New Review | GIANNI URBANI – Compendium




Gianni Urbani – Compendium

L’uomo è una figura destinata a scomparire. Con questo incipit si presenta il compendio del secondo disco di Gianni Urbani, al secolo chitarrista dei Joe Maple e abile creatore di riff ammalianti. Osservando le  psicopatologie quotidiane che caratterizzano l’uomo del terzo millennio, ha sintetizzato la sua visione in elementi di neoluddismo. Ma se è vero che la tecnologia è portatrice di cambiamenti sociali, politici e culturali, è vero anche che essa è la struttura che permette la realizzazione espressiva e musicale del nostro che, nella solitudine del suo studio domestico, ha composto, prodotto e suonato sei pezzi di una bellezza verace.


Rispetto all’urgenza del debutto (#MusicaStocastica del 2015) dove non è stato facile contenere tutte le idee in un solo blocco, qui si gode di una rilassatezza mediata. C’è stato il giusto tempo per approfondire il viaggio dentro di sé e sul fondo di questa scoperta si è depositata una rabbia misurata.

Audiophoby si muove in punta di piedi, quasi avesse paura di attaccare il silenzio, e defluisce dentro L’abbraccio del pugile, che guarda in faccia Josh Homme, sfidandolo. Doors se ne infischia del gruppo di Venice Beach e fa emergere la fascinazione del nostro verso il lavoro di Trent Reznor, al netto delle chincaglierie elettroniche.

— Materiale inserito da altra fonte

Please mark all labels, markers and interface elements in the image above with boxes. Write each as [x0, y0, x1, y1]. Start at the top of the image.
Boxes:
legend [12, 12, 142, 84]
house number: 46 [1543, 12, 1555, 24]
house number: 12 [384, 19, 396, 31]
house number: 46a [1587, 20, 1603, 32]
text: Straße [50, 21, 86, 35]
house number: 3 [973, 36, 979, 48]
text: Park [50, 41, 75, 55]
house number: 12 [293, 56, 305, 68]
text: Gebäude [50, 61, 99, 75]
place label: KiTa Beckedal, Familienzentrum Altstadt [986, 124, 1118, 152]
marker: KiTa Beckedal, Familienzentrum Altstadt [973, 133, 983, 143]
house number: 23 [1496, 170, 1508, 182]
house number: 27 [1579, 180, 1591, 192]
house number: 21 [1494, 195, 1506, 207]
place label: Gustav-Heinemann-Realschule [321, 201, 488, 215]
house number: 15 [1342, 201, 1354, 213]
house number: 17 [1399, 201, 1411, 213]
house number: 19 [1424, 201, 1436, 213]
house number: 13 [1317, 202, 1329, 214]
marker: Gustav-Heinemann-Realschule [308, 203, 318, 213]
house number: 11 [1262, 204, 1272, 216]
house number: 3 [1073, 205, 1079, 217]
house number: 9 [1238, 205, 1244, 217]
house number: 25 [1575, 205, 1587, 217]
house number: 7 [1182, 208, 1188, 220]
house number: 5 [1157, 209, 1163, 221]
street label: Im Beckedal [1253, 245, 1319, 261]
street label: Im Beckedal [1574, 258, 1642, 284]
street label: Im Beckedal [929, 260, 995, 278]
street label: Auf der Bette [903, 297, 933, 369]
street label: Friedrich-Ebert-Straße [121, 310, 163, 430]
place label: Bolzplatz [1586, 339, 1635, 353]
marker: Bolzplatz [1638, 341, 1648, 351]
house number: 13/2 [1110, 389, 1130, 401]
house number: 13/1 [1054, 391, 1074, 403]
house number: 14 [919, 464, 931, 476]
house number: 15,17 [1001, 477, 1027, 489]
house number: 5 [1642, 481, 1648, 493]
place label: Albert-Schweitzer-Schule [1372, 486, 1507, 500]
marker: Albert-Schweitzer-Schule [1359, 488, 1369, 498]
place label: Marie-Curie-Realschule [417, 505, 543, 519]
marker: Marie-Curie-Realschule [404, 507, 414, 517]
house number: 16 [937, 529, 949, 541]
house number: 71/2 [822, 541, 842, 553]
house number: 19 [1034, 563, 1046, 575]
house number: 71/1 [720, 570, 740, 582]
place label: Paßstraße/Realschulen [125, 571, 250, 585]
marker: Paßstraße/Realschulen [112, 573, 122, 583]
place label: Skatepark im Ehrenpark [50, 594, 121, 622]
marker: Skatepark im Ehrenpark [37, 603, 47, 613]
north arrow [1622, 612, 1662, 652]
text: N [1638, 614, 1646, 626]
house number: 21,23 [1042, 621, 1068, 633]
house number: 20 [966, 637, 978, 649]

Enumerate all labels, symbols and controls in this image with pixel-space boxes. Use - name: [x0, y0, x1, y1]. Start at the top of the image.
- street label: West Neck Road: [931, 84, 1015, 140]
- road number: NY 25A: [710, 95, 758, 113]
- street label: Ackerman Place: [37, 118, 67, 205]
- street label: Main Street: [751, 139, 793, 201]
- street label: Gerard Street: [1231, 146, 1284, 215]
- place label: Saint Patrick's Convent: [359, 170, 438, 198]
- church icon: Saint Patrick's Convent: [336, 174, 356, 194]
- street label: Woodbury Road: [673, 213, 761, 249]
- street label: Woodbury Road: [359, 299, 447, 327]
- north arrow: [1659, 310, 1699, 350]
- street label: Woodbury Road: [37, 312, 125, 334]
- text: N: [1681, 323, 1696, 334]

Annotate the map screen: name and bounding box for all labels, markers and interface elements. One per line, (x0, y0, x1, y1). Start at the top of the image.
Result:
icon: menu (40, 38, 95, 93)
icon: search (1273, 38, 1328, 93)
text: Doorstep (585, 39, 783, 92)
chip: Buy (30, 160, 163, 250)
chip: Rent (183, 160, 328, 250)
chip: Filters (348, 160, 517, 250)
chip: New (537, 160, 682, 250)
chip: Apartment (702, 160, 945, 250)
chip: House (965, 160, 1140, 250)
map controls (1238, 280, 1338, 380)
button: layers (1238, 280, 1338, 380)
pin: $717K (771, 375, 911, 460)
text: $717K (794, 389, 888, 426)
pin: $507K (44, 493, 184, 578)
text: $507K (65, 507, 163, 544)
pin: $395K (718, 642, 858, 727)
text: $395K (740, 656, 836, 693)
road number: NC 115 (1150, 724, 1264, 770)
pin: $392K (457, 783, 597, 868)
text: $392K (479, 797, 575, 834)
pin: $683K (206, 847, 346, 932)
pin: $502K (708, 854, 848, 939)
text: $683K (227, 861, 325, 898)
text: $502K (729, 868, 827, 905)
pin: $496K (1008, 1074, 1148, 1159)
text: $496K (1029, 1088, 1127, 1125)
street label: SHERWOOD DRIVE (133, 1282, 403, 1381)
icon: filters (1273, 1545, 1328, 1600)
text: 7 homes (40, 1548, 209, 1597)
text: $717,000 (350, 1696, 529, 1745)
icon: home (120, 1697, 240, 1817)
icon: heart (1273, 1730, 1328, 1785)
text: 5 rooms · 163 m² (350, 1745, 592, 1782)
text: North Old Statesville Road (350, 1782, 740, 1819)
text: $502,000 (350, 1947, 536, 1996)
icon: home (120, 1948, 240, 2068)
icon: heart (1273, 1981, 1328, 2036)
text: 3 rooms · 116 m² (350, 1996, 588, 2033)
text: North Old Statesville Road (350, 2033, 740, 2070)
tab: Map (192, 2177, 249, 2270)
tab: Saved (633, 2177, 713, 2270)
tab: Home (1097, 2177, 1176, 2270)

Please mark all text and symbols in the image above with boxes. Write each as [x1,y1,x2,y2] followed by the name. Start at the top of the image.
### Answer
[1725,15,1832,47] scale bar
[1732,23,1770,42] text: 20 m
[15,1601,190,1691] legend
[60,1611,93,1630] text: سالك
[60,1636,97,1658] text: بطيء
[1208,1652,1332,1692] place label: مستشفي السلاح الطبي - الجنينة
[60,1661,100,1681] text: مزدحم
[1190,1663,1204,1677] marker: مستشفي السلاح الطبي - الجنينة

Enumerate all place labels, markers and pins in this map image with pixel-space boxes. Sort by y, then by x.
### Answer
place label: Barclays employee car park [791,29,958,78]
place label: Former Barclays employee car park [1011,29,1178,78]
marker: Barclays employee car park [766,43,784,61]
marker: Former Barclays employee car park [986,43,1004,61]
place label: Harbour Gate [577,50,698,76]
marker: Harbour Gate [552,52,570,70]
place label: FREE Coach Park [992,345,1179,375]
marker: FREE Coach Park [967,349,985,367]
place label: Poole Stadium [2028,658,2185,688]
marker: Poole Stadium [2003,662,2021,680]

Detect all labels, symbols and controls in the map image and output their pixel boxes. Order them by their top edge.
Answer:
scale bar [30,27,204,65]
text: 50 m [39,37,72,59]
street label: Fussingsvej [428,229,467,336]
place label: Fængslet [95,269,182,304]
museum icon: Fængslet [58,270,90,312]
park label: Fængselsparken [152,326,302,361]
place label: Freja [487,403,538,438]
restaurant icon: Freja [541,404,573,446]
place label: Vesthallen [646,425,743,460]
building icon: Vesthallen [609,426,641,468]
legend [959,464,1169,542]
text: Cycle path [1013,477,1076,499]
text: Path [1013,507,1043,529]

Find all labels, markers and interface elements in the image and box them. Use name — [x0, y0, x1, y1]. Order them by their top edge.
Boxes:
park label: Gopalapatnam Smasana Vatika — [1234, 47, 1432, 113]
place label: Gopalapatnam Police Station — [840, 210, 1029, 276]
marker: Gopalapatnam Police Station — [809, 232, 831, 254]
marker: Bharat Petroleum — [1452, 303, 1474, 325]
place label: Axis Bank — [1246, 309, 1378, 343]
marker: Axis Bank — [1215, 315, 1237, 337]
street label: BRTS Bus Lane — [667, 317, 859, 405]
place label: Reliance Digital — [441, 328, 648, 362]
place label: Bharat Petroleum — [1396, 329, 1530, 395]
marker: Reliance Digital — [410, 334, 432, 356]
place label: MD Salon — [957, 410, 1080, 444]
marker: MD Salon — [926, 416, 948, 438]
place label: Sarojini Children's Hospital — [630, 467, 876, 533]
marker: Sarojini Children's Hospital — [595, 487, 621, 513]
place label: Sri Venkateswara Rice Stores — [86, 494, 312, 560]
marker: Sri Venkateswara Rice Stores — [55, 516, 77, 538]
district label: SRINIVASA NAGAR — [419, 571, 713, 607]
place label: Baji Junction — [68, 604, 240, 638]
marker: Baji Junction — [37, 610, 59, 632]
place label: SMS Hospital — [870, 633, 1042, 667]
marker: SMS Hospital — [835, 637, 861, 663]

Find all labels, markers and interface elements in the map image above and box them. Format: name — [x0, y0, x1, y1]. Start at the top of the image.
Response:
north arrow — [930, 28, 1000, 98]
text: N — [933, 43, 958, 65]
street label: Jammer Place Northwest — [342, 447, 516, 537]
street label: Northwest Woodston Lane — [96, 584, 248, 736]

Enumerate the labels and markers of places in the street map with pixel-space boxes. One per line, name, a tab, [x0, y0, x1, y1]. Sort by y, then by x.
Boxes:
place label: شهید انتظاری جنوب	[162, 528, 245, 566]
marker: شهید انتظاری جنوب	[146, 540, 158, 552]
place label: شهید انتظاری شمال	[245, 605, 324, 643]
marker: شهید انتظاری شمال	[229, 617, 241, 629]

Il Vuoto formale è il segno di un’attesa, mentre Funk the Fuck n’ Sax the Sucks (premio internazionale come miglior titolo 2018!) è la sua risposta hard/punk in odore blaxploitation (la vedremmo bene in un inseguimento del maestro Enzo G. Castellari).

Chiude Vladivostock che riprende la padronanza del mezzo di Audiophoby e tutto finisce dopo una ventina di minuti. Buono come il peperoncino sulla pasta, il lavoro di Gianni Urbani è cresciuto come un cactus sul brecciarone e continuerà a crescere.